U.K. sea anglers set to win government funding and recognition

UK sea anglers look set to win both government funding and formal recognition.

WITH British politics in turmoil over Brexit and the country hopelessly divided it’s perhaps strange to think that, amongst all the chaos, UK sea anglers look set to win both government funding and formal recognition. This follows months of intensive lobbying by the Angling Trust – the peak body for recreational fishing – on the the Fisheries Bill that is currently going through Parliament to establish a new management regime outside of EU’s Common Fisheries Policy (CFP).

While freshwater anglers in England and Wales pay a rod licence and have access to the fishery resources of the country’s Environment Agency, saltwater anglers get very little and are not even recognised as formal stakeholders in the marine fishery under the CFP. They are very much the poorer relation of the commercial sector even though recreational fishing makes a larger contribution to the nation’s economy.

Our government’s own studies show that around 800,000 UK citizens go sea angling every year for recreation and/or personal consumption. Annually their activity generates total economic activity of well over £2 billion supporting over 20,000 jobs and thousands of coastal and other businesses.

As we said in our evidence to Parliament:

“The sovereign right of the UK public to fish for publicly-owned fish stocks and the livelihoods of thousands of people supporting the multi-million-pound sea angling industry are wholly reliant on access to sustainably managed fish stocks. In some fisheries evidence suggests that recreational fishing is in fact the largest economic stakeholder generating more money and supporting more jobs per tonne of fish removed than commercial fishing.

On this basis it is critical that recreational fishing is explicitly included in the bill as a direct user stakeholder of UK sea fisheries and considered part of the catching sector. Failure to do this will only serve to repeat the failings of the Common Fisheries Policy which excludes recreational fishing from being considered as an equal and legitimate stakeholder in the management of EU fish stocks.”
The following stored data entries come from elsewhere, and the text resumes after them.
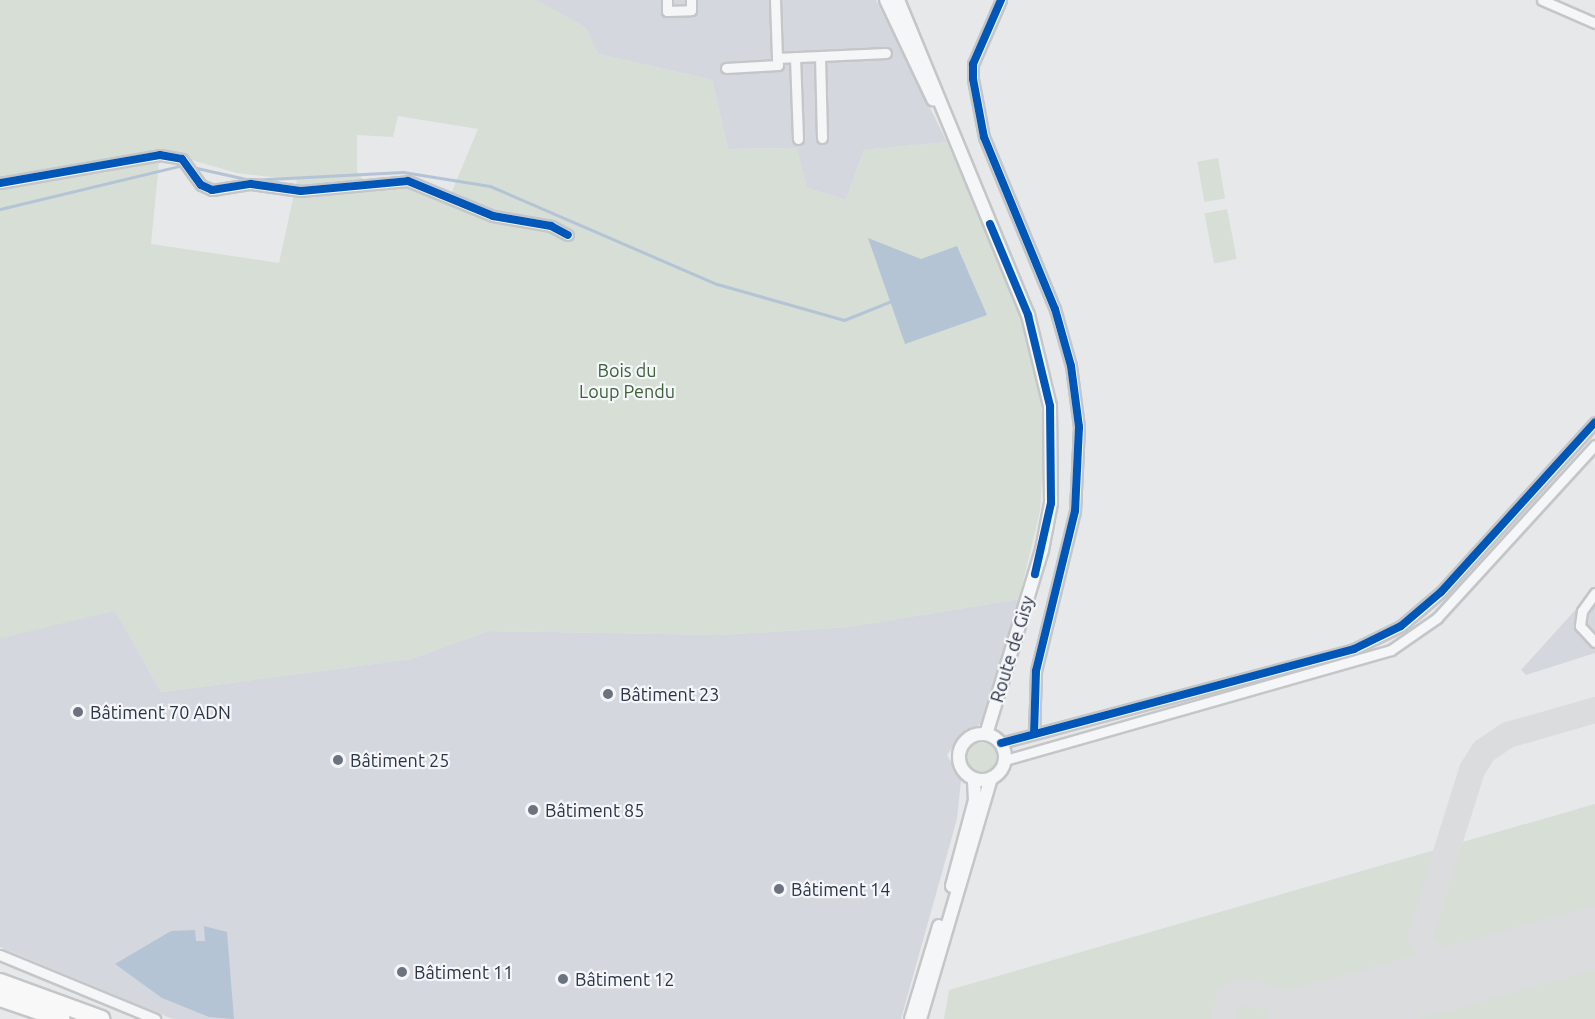 <!DOCTYPE html>
<meta charset="utf-8">
<style>
body{margin:0}
#map{position:relative;width:1595px;height:1019px;overflow:hidden;background:#e6e8ea;font-family:Ubuntu,sans-serif}
div>[style]{position:absolute}
[style*='--x']{left:calc(var(--x)*1px);top:calc(var(--y)*1px);width:calc(var(--w)*1px);rotate:calc(var(--a)*1deg)}
.built>*{inset:0;background:#d4d7dd}
.green>*{inset:0;background:#d6ded6;transform-origin:0 0}
.round{border-radius:50%}
.water>*{inset:0;background:#b4c4d5}
.stream>*{height:3px;margin:-1.5px;padding:0 1.5px;transform-origin:1.5px;border-radius:1.5px;background:#b4c4d5}
.taxiway>*{height:26px;margin:-13px;padding:0 13px;transform-origin:13px;border-radius:13px;background:#dadcde}
.runway>*{height:63px;margin:-31.5px;padding:0 31.5px;transform-origin:31.5px;border-radius:31.5px;background:#dadcde}
.roads{filter:drop-shadow(2px 0 #c4c6c8) drop-shadow(-2px 0 #c4c6c8) drop-shadow(0 2px #c4c6c8) drop-shadow(0 -2px #c4c6c8)}
.minor>*{height:9px;margin:-4.5px;padding:0 4.5px;transform-origin:4.5px;border-radius:4.5px;background:#f5f6f7}
.tertiary>*{height:12px;margin:-6px;padding:0 6px;transform-origin:6px;border-radius:6px;background:#f5f6f7}
.tertiary>.ring{margin:-6px;padding:0;box-sizing:content-box;background:none;border:12px solid #f5f6f7;border-radius:50%}
.trunk>*{height:16px;margin:-8px;padding:0 8px;transform-origin:8px;border-radius:8px;background:#f8f8f8}
.cycleway>*{height:8px;margin:-4px;padding:0 4px;transform-origin:4px;border-radius:4px;background:#0057b8}
.dots>*{width:16px;height:16px;translate:-50% -50%;box-sizing:border-box;border:3px solid #f4f6f9;border-radius:50%}
span{translate:-50% -50%;white-space:nowrap;text-align:center;line-height:1.15;-webkit-text-stroke:4.5px #f4f6f9;paint-order:stroke}
.park-label{font-size:18px;color:#3f6138}
.street-label{font-size:18px;color:#2b3445}
.poi-label{font-size:18px;color:#2b3445}
.left{translate:0 -50%;text-align:left}
</style>
<div id="map">
<div class="built">
<div style="clip-path:polygon(536px 0,876px 0,947px 142px,864px 150px,846px 200px,807px 188px,796px 148px,728px 149px,712px 80px,598px 54px,586px 28px)"></div>
<div style="clip-path:polygon(1595px 588px,1595px 653px,1526px 675px,1521px 670px)"></div>
<div style="clip-path:polygon(1019px 599px,982px 723px,961px 735px,947px 755px,961px 780px,957px 819px,901px 1019px,173px 1019px,0 947px,0 638px,115px 610px,161px 692px,411px 659px,488px 631px,720px 635px,848px 627px)"></div>
</div>
<div class="green">
<div style="clip-path:polygon(evenodd,0 0,536px 0,586px 28px,598px 54px,712px 80px,728px 149px,797px 148px,807px 188px,846px 200px,864px 150px,947px 142px,1028px 327px,1045px 431px,1040px 511px,1019px 599px,848px 627px,720px 635px,488px 631px,411px 659px,161px 692px,115px 611px,0 638px,0 0,398px 116px,478px 129px,448px 201px,408px 187px,368px 187px,357px 171px,357px 135px,393px 137px,398px 116px,0 0,160px 151px,237px 173px,297px 180px,279px 263px,151px 244px,160px 151px)"></div>
<div style="left:1218px;top:158px;width:41px;height:21px;rotate:80deg"></div>
<div style="left:1227px;top:209px;width:51px;height:23px;rotate:79deg"></div>
<div class="round" style="left:967px;top:743px;width:30px;height:30px"></div>
<div style="clip-path:polygon(1595px 804px,1595px 1019px,944px 1019px,949px 990px)"></div>
</div>
<div class="water">
<div style="clip-path:polygon(868px 238px,921px 259px,957px 246px,987px 315px,905px 344px)"></div>
<div style="clip-path:polygon(204px 926px,227px 932px,234px 1019px,209px 1017px,162px 998px,115px 964px,171px 931px,195px 930px,196px 941px,205px 941px)"></div>
</div>
<div class="stream">
<div style="--x:0;--y:209;--w:188;--a:-13.5"></div>
<div style="--x:183;--y:165;--w:69;--a:12.6"></div>
<div style="--x:250;--y:180;--w:153;--a:-3"></div>
<div style="--x:403;--y:172;--w:88;--a:9.1"></div>
<div style="--x:490;--y:186;--w:247;--a:23.4"></div>
<div style="--x:717;--y:284;--w:132;--a:15.8"></div>
<div style="--x:844;--y:320;--w:54;--a:-21.8"></div>
</div>
<div class="taxiway">
<div style="--x:1481;--y:969;--w:42;--a:-173.2"></div>
<div style="--x:1439;--y:964;--w:34;--a:-124"></div>
<div style="--x:1420;--y:936;--w:174;--a:-72.6"></div>
<div style="--x:1472;--y:770;--w:22;--a:-58"></div>
<div style="--x:1484;--y:751;--w:29;--a:-34"></div>
<div style="--x:1508;--y:735;--w:91;--a:-16"></div>
<div style="--x:1224;--y:1019;--w:20;--a:-79"></div>
<div style="--x:1228;--y:999;--w:14;--a:-36"></div>
<div style="--x:1239;--y:991;--w:89;--a:12.9"></div>
</div>
<div class="runway">
<div style="--x:1298;--y:1019;--w:308;--a:-15.4"></div>
</div>
<div class="roads">
<div class="minor">
<div style="--x:667;--y:0;--w:11;--a:90"></div>
<div style="--x:667;--y:11;--w:24;--a:-2"></div>
<div style="--x:691;--y:10;--w:10;--a:-90"></div>
<div style="--x:775;--y:0;--w:58;--a:88"></div>
<div style="--x:777;--y:58;--w:109;--a:-2.6"></div>
<div style="--x:1001;--y:0;--w:70;--a:113.6"></div>
<div style="--x:973;--y:64;--w:15;--a:90"></div>
<div style="--x:973;--y:79;--w:59;--a:79.3"></div>
<div style="--x:984;--y:137;--w:186;--a:67.6"></div>
<div style="--x:1055;--y:309;--w:59;--a:74.3"></div>
<div style="--x:1071;--y:366;--w:62;--a:82.5"></div>
<div style="--x:1079;--y:427;--w:84;--a:92.7"></div>
<div style="--x:1075;--y:511;--w:165;--a:103.7"></div>
<div style="--x:1036;--y:671;--w:63;--a:91.8"></div>
<div style="--x:1542;--y:0;--w:58;--a:23.5"></div>
<div style="--x:820;--y:56;--w:82;--a:88.6"></div>
<div style="--x:795;--y:57;--w:82;--a:87.9"></div>
<div style="--x:726;--y:68;--w:52;--a:-3.3"></div>
<div style="--x:778;--y:65;--w:7;--a:-98"></div>
<div style="--x:0;--y:183;--w:162;--a:-9.9"></div>
<div style="--x:160;--y:155;--w:22;--a:10"></div>
<div style="--x:182;--y:159;--w:32;--a:54"></div>
<div style="--x:201;--y:185;--w:12;--a:24"></div>
<div style="--x:212;--y:190;--w:39;--a:-9"></div>
<div style="--x:251;--y:184;--w:50;--a:8"></div>
<div style="--x:301;--y:191;--w:107;--a:-5.3"></div>
<div style="--x:408;--y:181;--w:92;--a:22.4"></div>
<div style="--x:493;--y:216;--w:59;--a:9.8"></div>
<div style="--x:551;--y:226;--w:19;--a:28"></div>
<div style="--x:1595;--y:593;--w:22;--a:126"></div>
<div style="--x:1582;--y:611;--w:15;--a:98"></div>
<div style="--x:1580;--y:626;--w:22;--a:47"></div>
<div style="--x:1001;--y:743;--w:365;--a:-14.9"></div>
<div style="--x:1354;--y:649;--w:52;--a:-26.1"></div>
<div style="--x:1401;--y:626;--w:52;--a:-40.4"></div>
<div style="--x:1441;--y:592;--w:229;--a:-47.8"></div>
<div style="--x:1005;--y:760;--w:401;--a:-15.9"></div>
<div style="--x:1391;--y:650;--w:56;--a:-34.8"></div>
<div style="--x:1437;--y:618;--w:234;--a:-47.6"></div>
<div style="--x:0;--y:955;--w:168;--a:22.4"></div>
</div>
<div class="tertiary">
<div style="--x:886;--y:0;--w:110;--a:64.6"></div>
<div style="--x:898;--y:0;--w:341;--a:67.6"></div>
<div style="--x:1028;--y:315;--w:94;--a:76.4"></div>
<div style="--x:1050;--y:406;--w:97;--a:89.4"></div>
<div style="--x:1051;--y:503;--w:48;--a:100.8"></div>
<div style="--x:1042;--y:550;--w:192;--a:106.9"></div>
<div class="ring" style="left:959px;top:734px;width:34px;height:34px"></div>
<div style="--x:952;--y:886;--w:89;--a:-75"></div>
<div style="--x:975;--y:800;--w:21;--a:-93"></div>
<div style="--x:911;--y:1019;--w:97;--a:-73.2"></div>
<div style="--x:920;--y:1019;--w:251;--a:-73.6"></div>
</div>
<div class="trunk">
<div style="--x:0;--y:982;--w:108;--a:20.1"></div>
<div style="--x:0;--y:998;--w:65;--a:18.7"></div>
</div>
</div>
<div class="cycleway">
<div style="--x:1001;--y:0;--w:70;--a:113.6"></div>
<div style="--x:973;--y:64;--w:15;--a:90"></div>
<div style="--x:973;--y:79;--w:59;--a:79.3"></div>
<div style="--x:984;--y:137;--w:186;--a:67.6"></div>
<div style="--x:1055;--y:309;--w:59;--a:74.3"></div>
<div style="--x:1071;--y:366;--w:62;--a:82.5"></div>
<div style="--x:1079;--y:427;--w:84;--a:92.7"></div>
<div style="--x:1075;--y:511;--w:165;--a:103.7"></div>
<div style="--x:1036;--y:671;--w:63;--a:91.8"></div>
<div style="--x:0;--y:183;--w:162;--a:-9.9"></div>
<div style="--x:160;--y:155;--w:22;--a:10"></div>
<div style="--x:182;--y:159;--w:32;--a:54"></div>
<div style="--x:201;--y:185;--w:12;--a:24"></div>
<div style="--x:212;--y:190;--w:39;--a:-9"></div>
<div style="--x:251;--y:184;--w:50;--a:8"></div>
<div style="--x:301;--y:191;--w:107;--a:-5.3"></div>
<div style="--x:408;--y:181;--w:92;--a:22.4"></div>
<div style="--x:493;--y:216;--w:59;--a:9.8"></div>
<div style="--x:551;--y:226;--w:19;--a:28"></div>
<div style="--x:990;--y:224;--w:99;--a:67.3"></div>
<div style="--x:1028;--y:315;--w:94;--a:76.4"></div>
<div style="--x:1050;--y:406;--w:97;--a:89.4"></div>
<div style="--x:1051;--y:503;--w:73;--a:102.7"></div>
<div style="--x:1001;--y:743;--w:365;--a:-14.9"></div>
<div style="--x:1354;--y:649;--w:52;--a:-26.1"></div>
<div style="--x:1401;--y:626;--w:52;--a:-40.4"></div>
<div style="--x:1441;--y:592;--w:229;--a:-47.8"></div>
</div>
<div class="dots">
<div style="left:608px;top:694px;background:#6c737f"></div>
<div style="left:78px;top:712px;background:#6c737f"></div>
<div style="left:338px;top:760px;background:#6c737f"></div>
<div style="left:533px;top:810px;background:#6c737f"></div>
<div style="left:779px;top:889px;background:#6c737f"></div>
<div style="left:402px;top:972px;background:#6c737f"></div>
<div style="left:563px;top:979px;background:#6c737f"></div>
</div>
<div class="park-label">
<span style="left:627px;top:381px">Bois du<br>Loup Pendu</span>
</div>
<div class="street-label">
<span style="left:1012px;top:649px;rotate:-73deg">Route de Gisy</span>
</div>
<div class="poi-label">
<span class="left" style="left:620px;top:694px">Bâtiment 23</span>
<span class="left" style="left:90px;top:712px">Bâtiment 70 ADN</span>
<span class="left" style="left:350px;top:760px">Bâtiment 25</span>
<span class="left" style="left:545px;top:810px">Bâtiment 85</span>
<span class="left" style="left:791px;top:889px">Bâtiment 14</span>
<span class="left" style="left:414px;top:972px">Bâtiment 11</span>
<span class="left" style="left:575px;top:979px">Bâtiment 12</span>
</div>
</div>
It seems that for once our pollies are listening as an influential House of Commons committee has backed calls by the Angling Trust to write recreational sea angling into legislation as a recognised stakeholder in the UK’s marine fishery for the first time in history. 

The Environment, Food and Rural Affairs Select Committee has just published its report on the government’s new Fisheries Bill stating:

We regard the Bill as an opportunity to acknowledge the recreational fishing sector as a stakeholder in UK sea fisheries and recognise the advantages of more joined up thinking between the recreational and commercial sectors.
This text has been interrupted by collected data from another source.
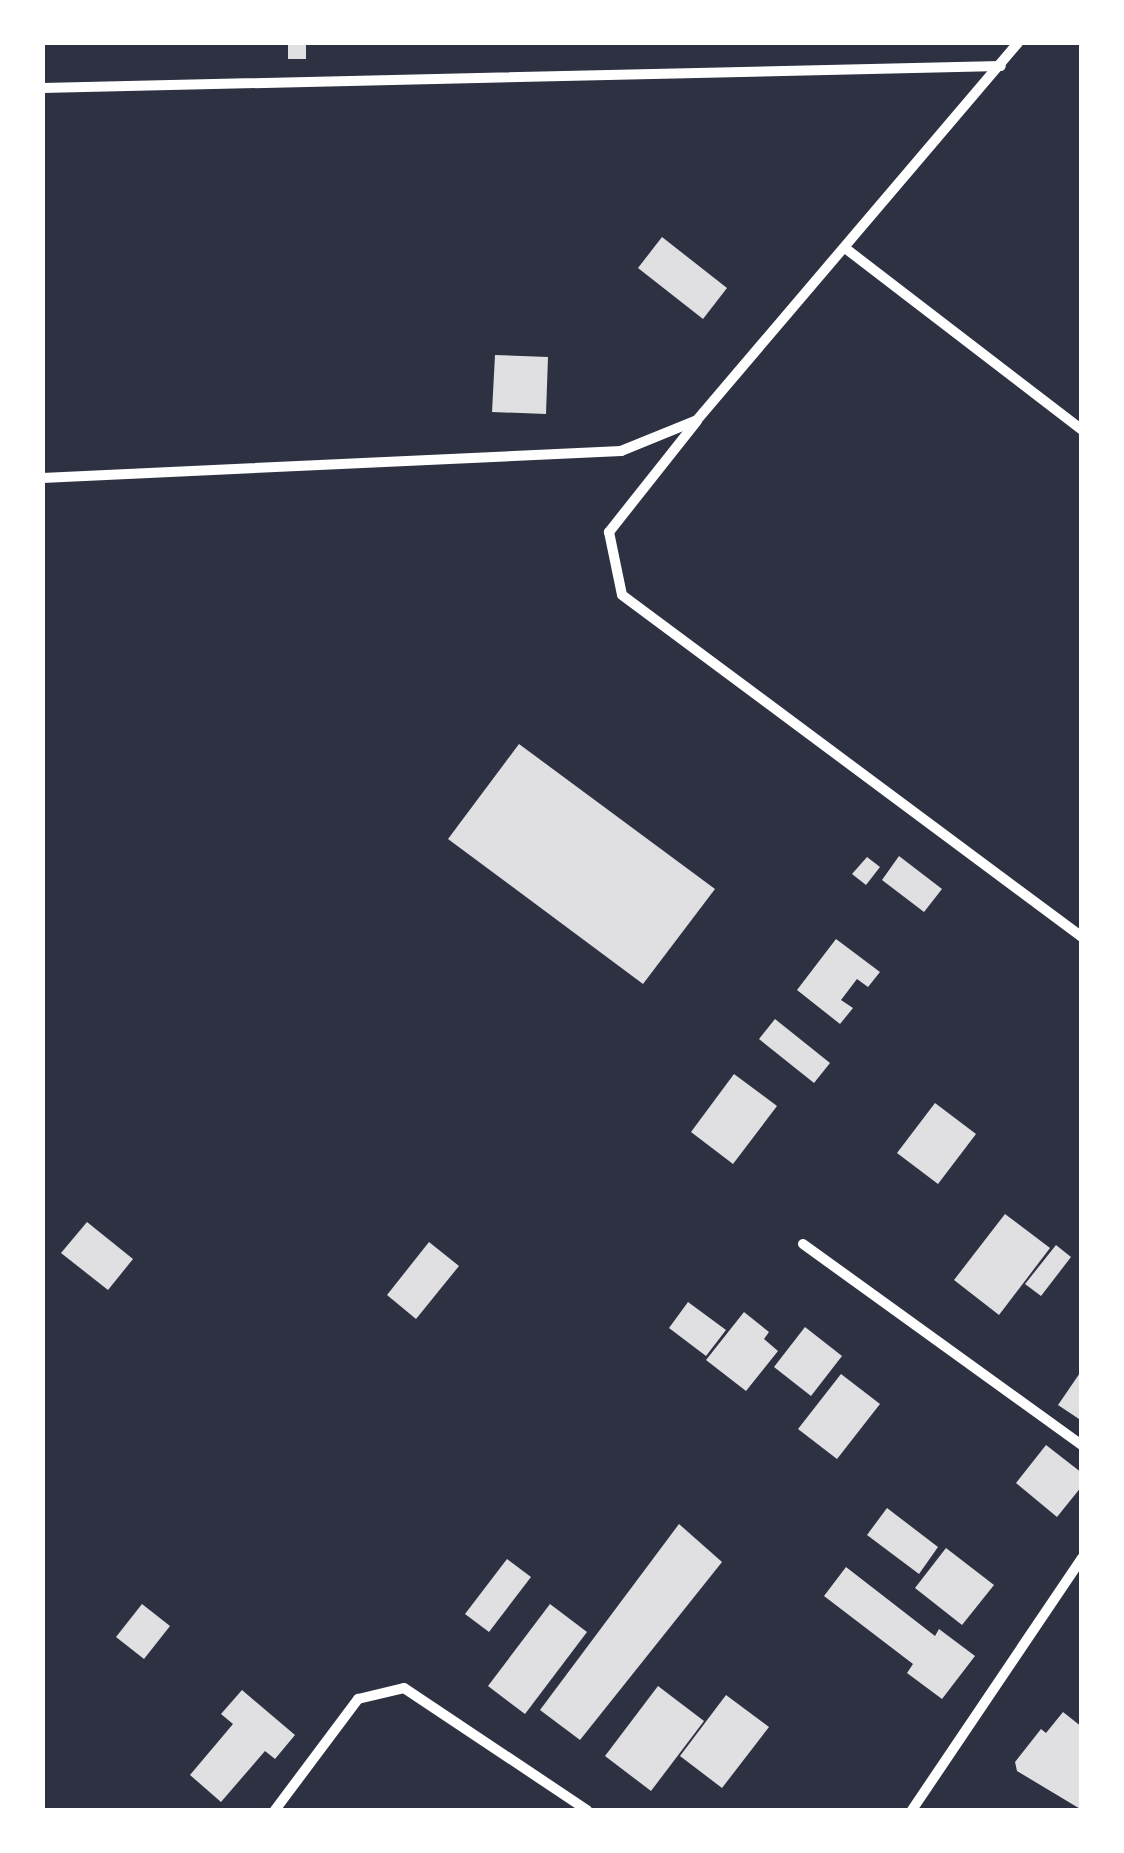 <!DOCTYPE html>
<html>
<head>
<meta charset="utf-8">
<style>
	body { margin:0 }
	#map { position:relative; width:1124px; height:1853px; overflow:hidden; background:#2d3142; font-family:"Roboto Serif",serif }
	div>[style] { position:absolute }
	.building>* { inset:0; background:#e0e0e3 }
	.minor>* { height:10px; margin:-5px; padding:0 5px; transform-origin:5px; border-radius:5px; background:#fff }
	span { translate:-50% -50%; white-space:nowrap; text-align:center; line-height:1.15; -webkit-text-stroke:10px #fff; paint-order:stroke }
	.frame { position:absolute; inset:0; border:45px solid #fff; pointer-events:none }
</style>
</head>
<body>
<div id="map">
	<div class="building">
		<i style="clip-path:polygon(288px 42px,306px 42px,306px 59px,288px 59px)"></i>
		<i style="clip-path:polygon(662px 237px,727px 288px,703px 319px,638px 268px)"></i>
		<i style="clip-path:polygon(495px 355px,548px 357px,546px 414px,492px 412px)"></i>
		<i style="clip-path:polygon(519px 744px,715px 889px,643px 984px,448px 839px)"></i>
		<i style="clip-path:polygon(899px 856px,942px 889px,924px 912px,882px 880px)"></i>
		<i style="clip-path:polygon(867px 857px,880px 867px,866px 885px,852px 874px)"></i>
		<i style="clip-path:polygon(836px 939px,880px 972px,868px 987px,857px 979px,841px 1000px,853px 1008px,840px 1024px,797px 990px)"></i>
		<i style="clip-path:polygon(775px 1019px,830px 1063px,814px 1083px,759px 1039px)"></i>
		<i style="clip-path:polygon(734px 1074px,777px 1106px,733px 1164px,691px 1132px)"></i>
		<i style="clip-path:polygon(935px 1103px,976px 1134px,938px 1184px,897px 1153px)"></i>
		<i style="clip-path:polygon(1005px 1214px,1050px 1248px,999px 1315px,954px 1280px)"></i>
		<i style="clip-path:polygon(87px 1222px,133px 1259px,108px 1290px,61px 1253px)"></i>
		<i style="clip-path:polygon(429px 1242px,459px 1266px,416px 1319px,387px 1295px)"></i>
		<i style="clip-path:polygon(1056px 1245px,1071px 1257px,1041px 1296px,1025px 1284px)"></i>
		<i style="clip-path:polygon(688px 1302px,726px 1330px,706px 1356px,669px 1328px)"></i>
		<i style="clip-path:polygon(744px 1312px,769px 1332px,764px 1339px,778px 1351px,746px 1391px,706px 1360px)"></i>
		<i style="clip-path:polygon(805px 1327px,842px 1356px,811px 1396px,774px 1367px)"></i>
		<i style="clip-path:polygon(1082px 1370px,1082px 1421px,1058px 1405px)"></i>
		<i style="clip-path:polygon(841px 1374px,880px 1404px,837px 1459px,798px 1429px)"></i>
		<i style="clip-path:polygon(1046px 1445px,1082px 1473px,1082px 1486px,1057px 1517px,1016px 1483px)"></i>
		<i style="clip-path:polygon(887px 1508px,938px 1547px,919px 1574px,867px 1535px)"></i>
		<i style="clip-path:polygon(679px 1524px,722px 1562px,580px 1740px,540px 1710px)"></i>
		<i style="clip-path:polygon(946px 1548px,994px 1585px,962px 1625px,915px 1588px)"></i>
		<i style="clip-path:polygon(507px 1559px,531px 1577px,489px 1632px,465px 1614px)"></i>
		<i style="clip-path:polygon(846px 1567px,935px 1636px,939px 1629px,975px 1656px,942px 1699px,907px 1673px,913px 1664px,824px 1596px)"></i>
		<i style="clip-path:polygon(142px 1604px,170px 1626px,144px 1659px,116px 1637px)"></i>
		<i style="clip-path:polygon(550px 1604px,587px 1632px,525px 1714px,488px 1686px)"></i>
		<i style="clip-path:polygon(658px 1686px,704px 1721px,651px 1791px,605px 1756px)"></i>
		<i style="clip-path:polygon(242px 1690px,295px 1735px,275px 1759px,265px 1751px,221px 1802px,190px 1775px,233px 1724px,221px 1714px)"></i>
		<i style="clip-path:polygon(726px 1695px,769px 1727px,722px 1788px,680px 1756px)"></i>
		<i style="clip-path:polygon(1063px 1712px,1082px 1727px,1082px 1810px,1017px 1771px,1015px 1762px,1041px 1729px,1046px 1733px)"></i>
	</div>
	<div class="minor">
		<i style="left:42px;top:88px;width:959px;rotate:-1.31deg"></i>
		<i style="left:845px;top:248px;width:299px;rotate:37.5deg"></i>
		<i style="left:697px;top:421px;width:142px;rotate:128.4deg"></i>
		<i style="left:609px;top:532px;width:64px;rotate:78.3deg"></i>
		<i style="left:622px;top:595px;width:573px;rotate:36.63deg"></i>
		<i style="left:42px;top:478px;width:580px;rotate:-2.67deg"></i>
		<i style="left:621px;top:451px;width:82px;rotate:-22.2deg"></i>
		<i style="left:697px;top:420px;width:497px;rotate:-49.6deg"></i>
		<i style="left:803px;top:1244px;width:344px;rotate:35.8deg"></i>
		<i style="left:275px;top:1810px;width:139px;rotate:-53.2deg"></i>
		<i style="left:358px;top:1699px;width:47px;rotate:-13.4deg"></i>
		<i style="left:404px;top:1688px;width:220px;rotate:33.7deg"></i>
		<i style="left:912px;top:1810px;width:304px;rotate:-56deg"></i>
	</div>
	<div class="frame"></div>
</div>
</body>
</html>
Neil Parish MP, the Chair of the Environment, Food and Rural Affairs Committee, said:

“We must recognise the importance of the recreational fishing sector as a valid, valued stakeholder in UK sea fisheries and recognise the advantages of more joined up thinking between commercial and recreational industries.”

In my capacity as Head of Campaigns for the Angling Trust I got to give evidence to the committee myself and told MPs:

“Your constituents who fish recreationally will tell you that for many years they have been sick and tired of seeing their recreational sea angling experience fall off a cliff edge as stocks are overfished, and in some cases get driven into parlous conditions. They feel that the recreational sector, despite its economic significance for jobs and for coastal communities, is basically being left to feed on the crumbs that are left over after commercial exploitation has had its whack.   

If you look at quality fishery management – at the American and New Zealand fishery conservation legislation – shares are allocated to both recreational and commercial sectors.” There is proper resource sharing. There is consideration in a sensible, grown-up, policy development way – recognising the social and economic impacts of the exploitation of different stocks for different purposes.”

The government too appears to be responding positively to the Angling Trust campaign, which gained strong support from Shadow Fisheries Minister Luke Pollard MP, with Fisheries Minister George Eustice promising to come back with a further amendment to the Bill to add sea angling onto the face of the Bill.

As well as long overdue formal recognition UK sea anglers have been promised a share of funding from the revised European Maritime Fisheries Fund (EMFF) which currently just supports commercial fisherman.  

We have met with ministers and officials to discuss our proposed amendments to the Fisheries Bill and how our new funding scheme will work.

Personally, I’m no fan fan of Brexit but it is undeniably true that the EU’s Common Fisheries Policy has consistently failed to manage stocks sustainably and this new Fisheries Bill is a once in a generation opportunity to put this right and to usher in a new deal for sea anglers. That’s why we have been working so hard to have our voices heard in Parliament and are pleased that it looks like our efforts are paying off.